The best piece of advice I've gotten in this area was from Gandhi, who said that he never heard God's voice but came to the conclusion that he felt God through reoccurring impulses. IOW, if he kept feeling that he should do something, first he would make sure that it was moral, and then he would do it-- period. I have used that technique for almost 40 years now, and I could write a book on how many doors it has opened for me over all these years. But this is not the weird part.
I have never believed in e.s.p., or whatever you want to call it, but my wife and I just about every day end up thinking about something at the same time even if it was never discussed between us before or had anything to do with what we were doing or maybe some things were discussed months or even years prior. But it doesn't stop there.
I had an old girlfriend that I loved so dearly and who changed my life, and she loved me just as much, but I was going with another woman that I also loved who I ended up getting pregnant, thus having to break up with the former.
Even though I am not Catholic, my wife is, and we go to mass almost every Sunday. At a 11 o'clock mass last April, a feeling about the old girlfriend popped into my head, and I felt that she was praying at the exact same time.
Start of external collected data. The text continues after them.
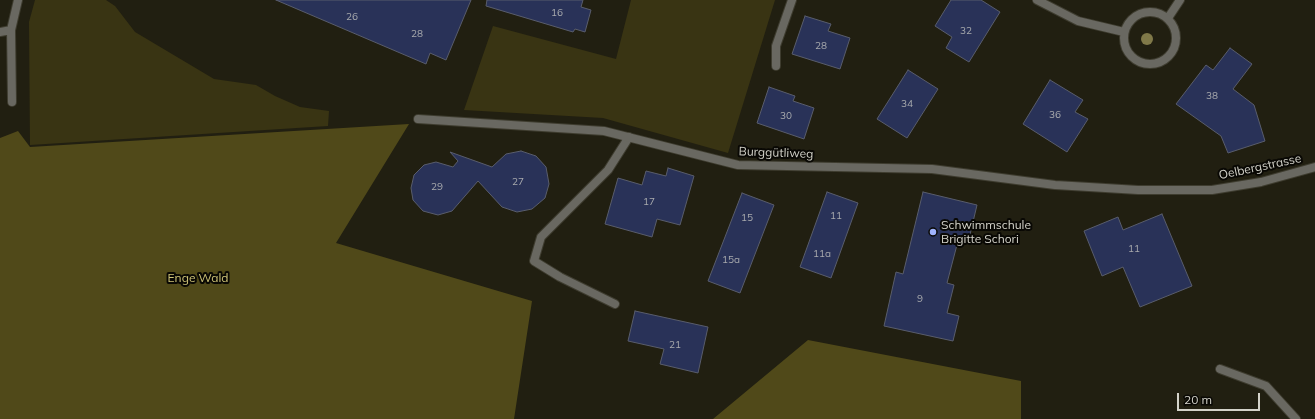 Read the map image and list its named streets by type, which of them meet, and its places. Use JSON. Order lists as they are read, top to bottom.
{
  "streets": {
    "street": ["Burggütliweg", "Oelbergstrasse"]
  },
  "crossings": [
    ["Burggütliweg", "Oelbergstrasse"]
  ],
  "parks": ["Enge Wald"],
  "places": ["Schwimmschule Brigitte Schori"],
  "house_numbers": [
    "16",
    "26",
    "32",
    "28",
    "28",
    "38",
    "34",
    "36",
    "30",
    "27",
    "29",
    "17",
    "11",
    "15",
    "11",
    "11a",
    "15a",
    "9",
    "21"
  ],
  "scale_bar": "20 m"
} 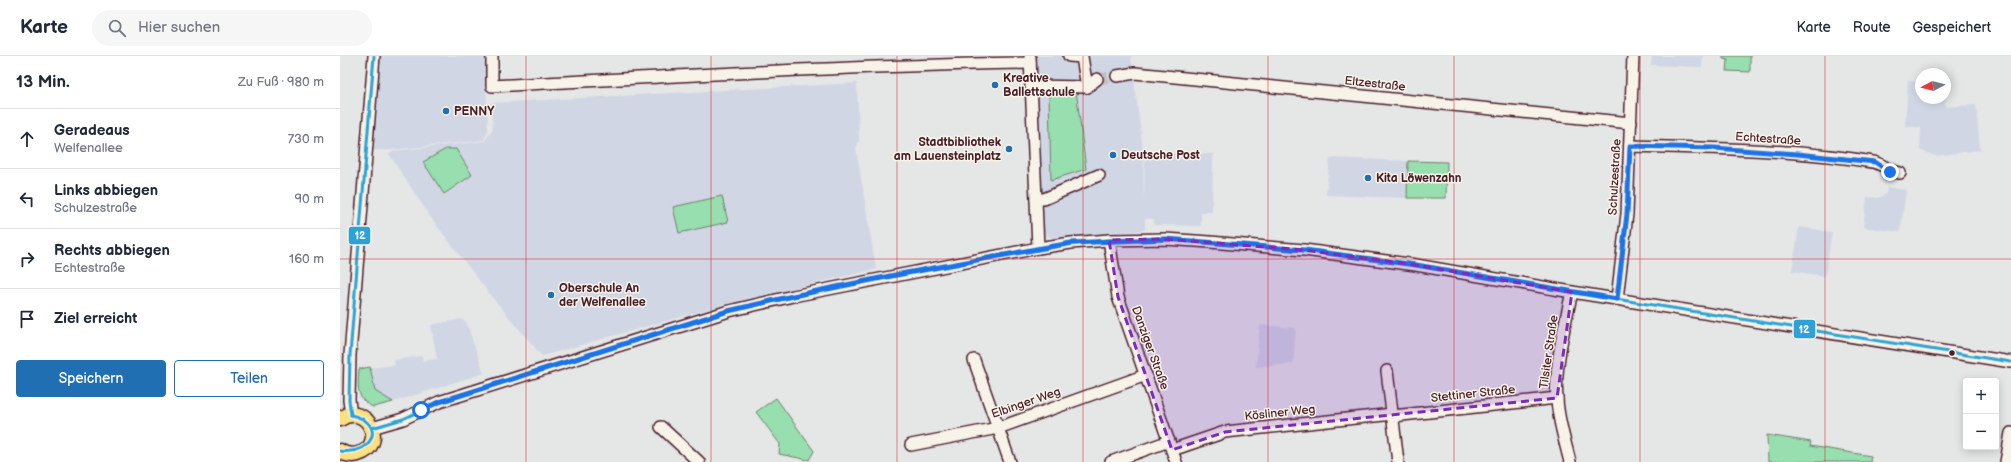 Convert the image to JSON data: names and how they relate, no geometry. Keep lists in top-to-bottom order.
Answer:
{
  "streets": {
    "street": [
      "Eltzestraße",
      "Echtestraße",
      "Schulzestraße",
      "Danziger Straße",
      "Tilsiter Straße",
      "Stettiner Straße",
      "Elbinger Weg",
      "Kösliner Weg"
    ]
  },
  "crossings": [
    ["Eltzestraße", "Schulzestraße"],
    ["Echtestraße", "Schulzestraße"],
    ["Danziger Straße", "Elbinger Weg"],
    ["Danziger Straße", "Kösliner Weg"],
    ["Tilsiter Straße", "Stettiner Straße"],
    ["Stettiner Straße", "Kösliner Weg"]
  ],
  "places": [
    "Kreative Ballettschule",
    "PENNY",
    "Stadtbibliothek am Lauensteinplatz",
    "Deutsche Post",
    "Kita Löwenzahn",
    "Oberschule An der Welfenallee"
  ],
  "lines": ["transit line 12"],
  "north": "left",
  "page": {
    "header": "Karte",
    "search": "Hier suchen",
    "nav": ["Karte", "Route", "Gespeichert"],
    "heading": ["13 Min.", "Zu Fuß · 980 m"],
    "list": [
      ["Geradeaus", "Welfenallee", "730 m"],
      ["Links abbiegen", "Schulzestraße", "90 m"],
      ["Rechts abbiegen", "Echtestraße", "160 m"],
      "Ziel erreicht"
    ],
    "buttons": ["Speichern", "Teilen"],
    "map_buttons": ["+", "−"]
  }
} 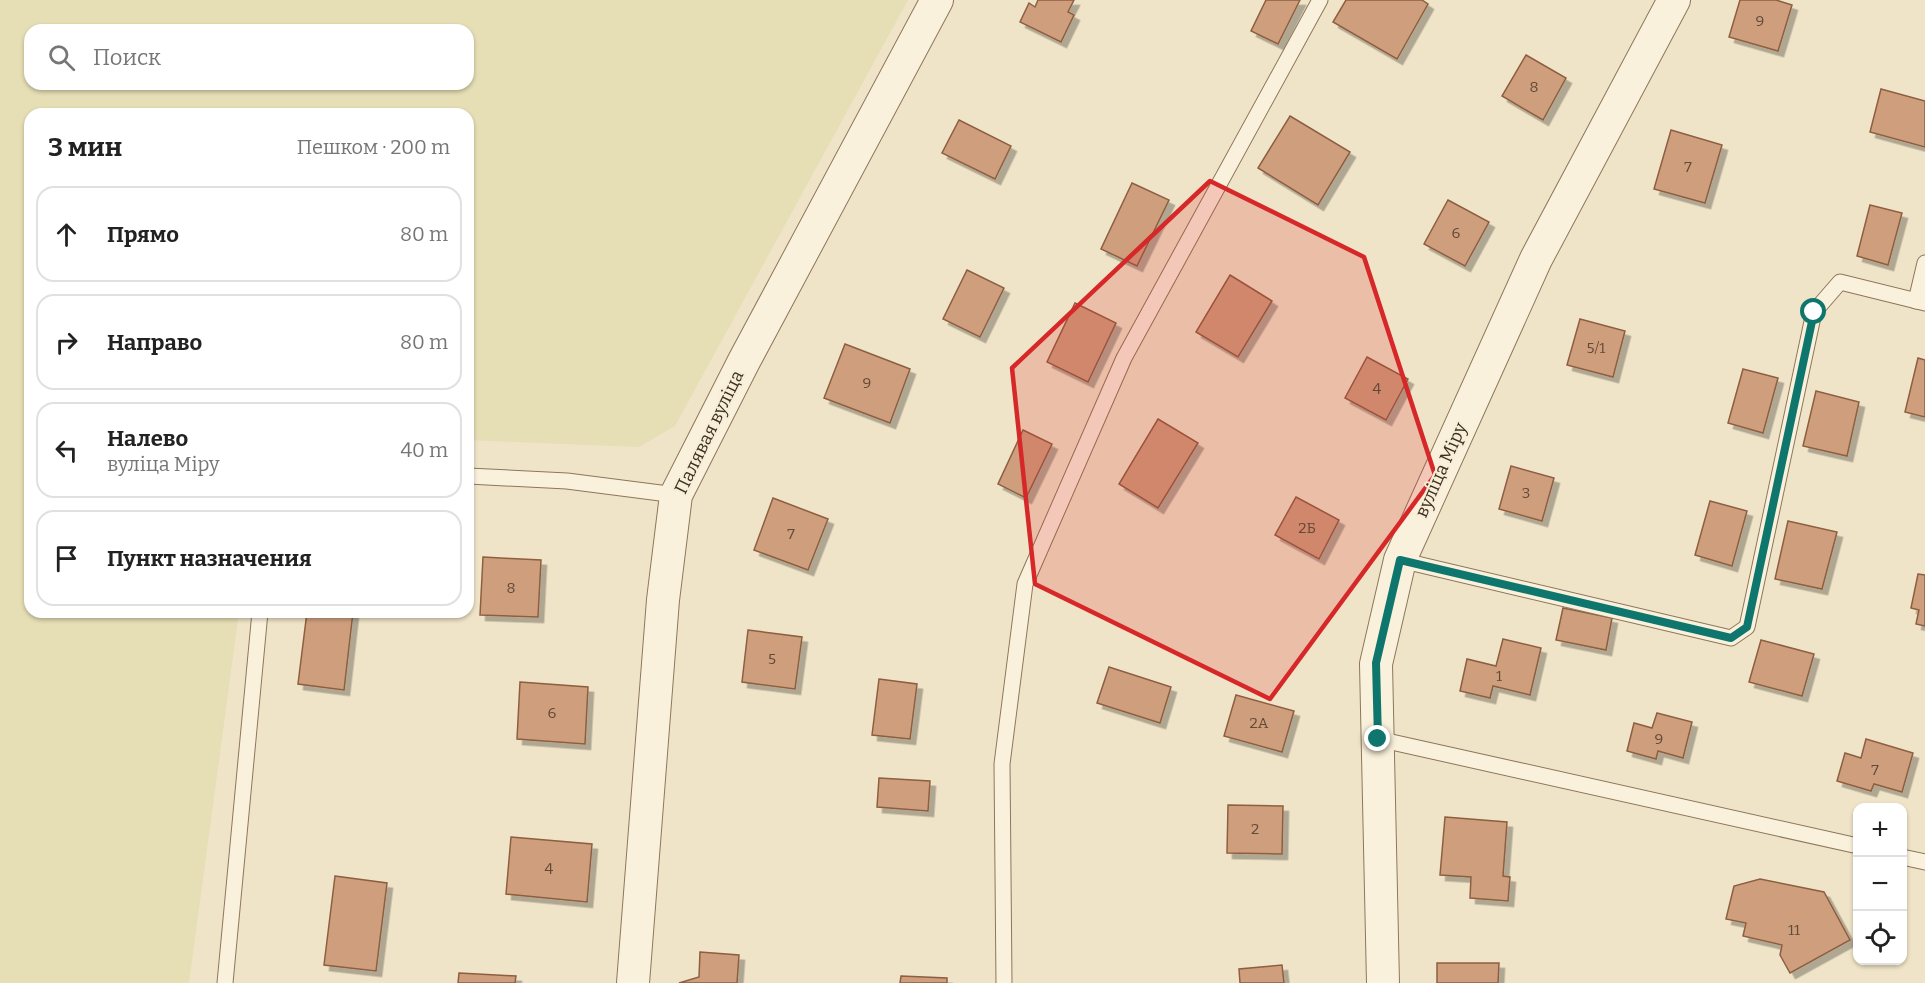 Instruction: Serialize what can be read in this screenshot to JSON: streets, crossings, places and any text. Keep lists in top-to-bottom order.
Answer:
{
  "streets": {
    "street": ["Палявая вуліца", "вуліца Міру"]
  },
  "house_numbers": [
    "9",
    "8",
    "7",
    "6",
    "5/1",
    "9",
    "4",
    "3",
    "2Б",
    "7",
    "8",
    "5",
    "1",
    "6",
    "2А",
    "9",
    "7",
    "2",
    "4",
    "11"
  ],
  "page": {
    "search": "Поиск",
    "heading": ["3 мин", "Пешком · 200 m"],
    "list": [
      ["Прямо", "80 m"],
      ["Направо", "80 m"],
      ["Налево", "вуліца Міру", "40 m"],
      "Пункт назначения"
    ],
    "map_buttons": ["+", "−"]
  }
} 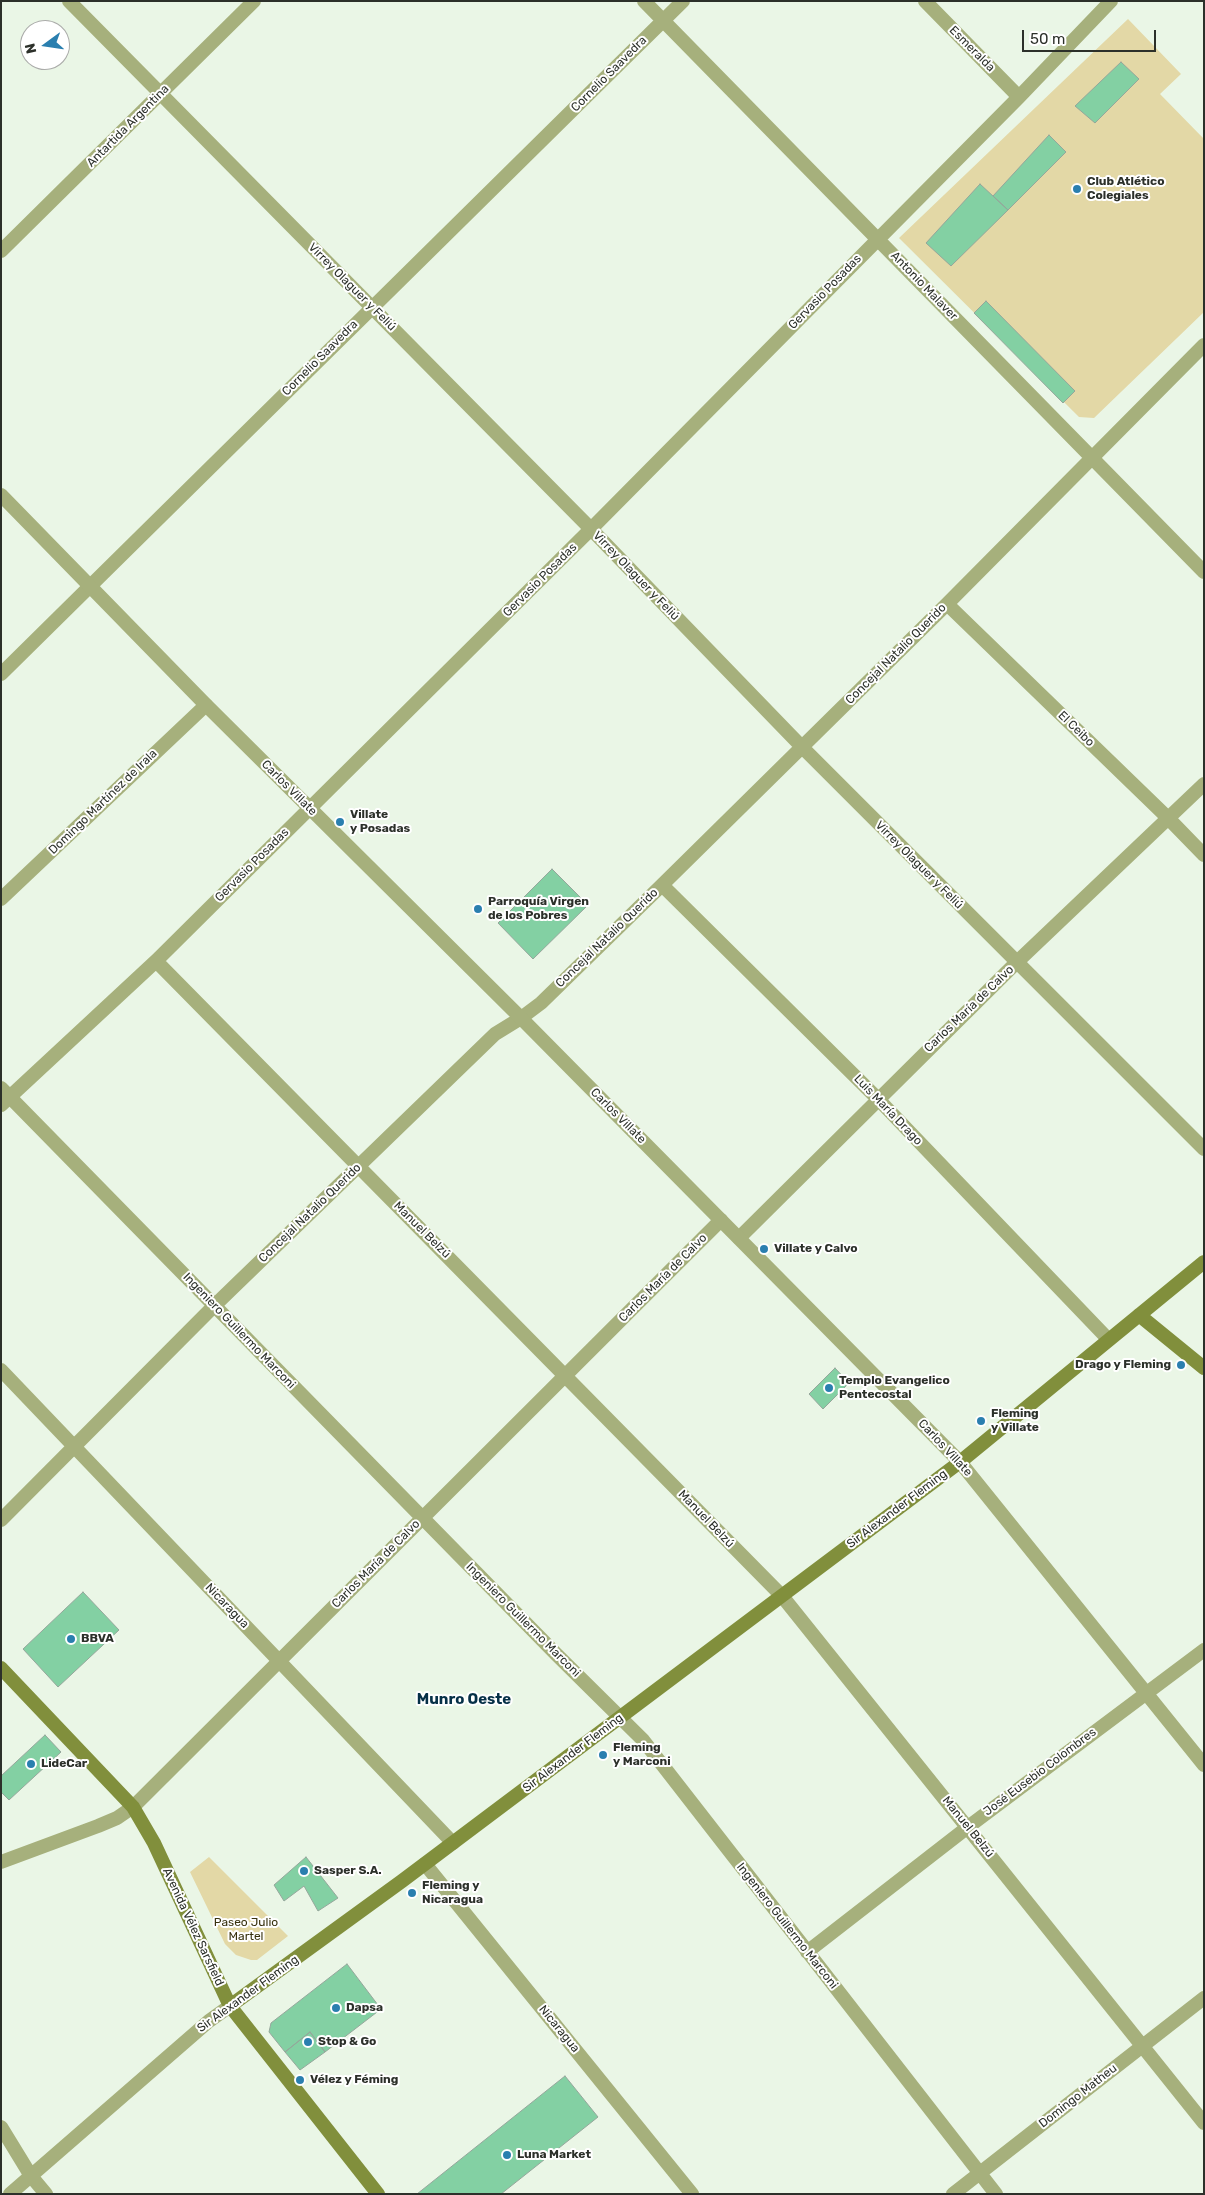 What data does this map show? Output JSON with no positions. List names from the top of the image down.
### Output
{
  "streets": {
    "main road": ["Sir Alexander Fleming", "Avenida Vélez Sarsfield"],
    "street": [
      "Esmeralda",
      "Cornelio Saavedra",
      "Antartida Argentina",
      "Antonio Malaver",
      "Virrey Olaguer y Feliú",
      "Gervasio Posadas",
      "Concejal Natalio Querido",
      "El Ceibo",
      "Carlos Villate",
      "Domingo Martínez de Irala",
      "Carlos María de Calvo",
      "Luis María Drago",
      "Manuel Belzú",
      "Ingeniero Guillermo Marconi",
      "Nicaragua",
      "José Eusebio Colombres",
      "Domingo Matheu"
    ]
  },
  "crossings": [
    ["Esmeralda", "Gervasio Posadas"],
    ["Cornelio Saavedra", "Antonio Malaver"],
    ["Cornelio Saavedra", "Virrey Olaguer y Feliú"],
    ["Cornelio Saavedra", "Carlos Villate"],
    ["Antartida Argentina", "Virrey Olaguer y Feliú"],
    ["Antonio Malaver", "Gervasio Posadas"],
    ["Antonio Malaver", "Concejal Natalio Querido"],
    ["Virrey Olaguer y Feliú", "Gervasio Posadas"],
    ["Virrey Olaguer y Feliú", "Concejal Natalio Querido"],
    ["Virrey Olaguer y Feliú", "Carlos María de Calvo"],
    ["Gervasio Posadas", "Carlos Villate"],
    ["Gervasio Posadas", "Manuel Belzú"],
    ["Gervasio Posadas", "Ingeniero Guillermo Marconi"],
    ["Concejal Natalio Querido", "El Ceibo"],
    ["Concejal Natalio Querido", "Carlos Villate"],
    ["Concejal Natalio Querido", "Luis María Drago"],
    ["Concejal Natalio Querido", "Manuel Belzú"],
    ["Concejal Natalio Querido", "Ingeniero Guillermo Marconi"],
    ["Concejal Natalio Querido", "Nicaragua"],
    ["El Ceibo", "Carlos María de Calvo"],
    ["Carlos Villate", "Domingo Martínez de Irala"],
    ["Carlos Villate", "Carlos María de Calvo"],
    ["Carlos Villate", "Sir Alexander Fleming"],
    ["Carlos Villate", "José Eusebio Colombres"],
    ["Carlos María de Calvo", "Luis María Drago"],
    ["Carlos María de Calvo", "Manuel Belzú"],
    ["Carlos María de Calvo", "Ingeniero Guillermo Marconi"],
    ["Carlos María de Calvo", "Nicaragua"],
    ["Carlos María de Calvo", "Avenida Vélez Sarsfield"],
    ["Luis María Drago", "Sir Alexander Fleming"],
    ["Manuel Belzú", "Sir Alexander Fleming"],
    ["Manuel Belzú", "José Eusebio Colombres"],
    ["Manuel Belzú", "Domingo Matheu"],
    ["Ingeniero Guillermo Marconi", "Sir Alexander Fleming"],
    ["Ingeniero Guillermo Marconi", "José Eusebio Colombres"],
    ["Ingeniero Guillermo Marconi", "Domingo Matheu"],
    ["Sir Alexander Fleming", "Nicaragua"],
    ["Sir Alexander Fleming", "Avenida Vélez Sarsfield"]
  ],
  "districts": ["Munro Oeste"],
  "parks": ["Paseo Julio Martel"],
  "places": [
    "Club Atlético Colegiales",
    "Villate y Posadas",
    "Parroquía Virgen de los Pobres",
    "Villate y Calvo",
    "Drago y Fleming",
    "Templo Evangelico Pentecostal",
    "Fleming y Villate",
    "BBVA",
    "Fleming y Marconi",
    "LideCar",
    "Sasper S.A.",
    "Fleming y Nicaragua",
    "Dapsa",
    "Stop & Go",
    "Vélez y Féming",
    "Luna Market"
  ],
  "scale_bar": "50 m",
  "north": "left"
}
I thought maybe that this is one of those random thoughts that could go through my mind, so I just shook it off as that, except that about 15 minutes later it came back really strong to the point of bringing tears to my eyes as I was feeling that she also was praying at 11 o'clock mass at a church near her home. I know where she lives (no, I have not tried to visit her, nor will I), so I looked up the nearest Catholic church, went through its website out of curiosity, and found out that her husband was serving eucharist (communion) at that same mass, so she probably was also there. For the next two months, I had the same strong feelings at most masses. But there's more.
We have a place near Lake Superior that we spend our summers at, and we went to mass almost every Sunday from May to early August, but I had no feelings about the girlfriend at any of them, which struck as being rather strange. But in mid-August, we decided to go to a 10:30 mass at another Catholic church in a nearby town, and then about half way through, that strong feeling came back again, and again tears formed in my eyes. I looked at my watch, and it was just before 11, which would be about the time she would likely say her prayer just before mass started (she was very Catholic, as is my wife).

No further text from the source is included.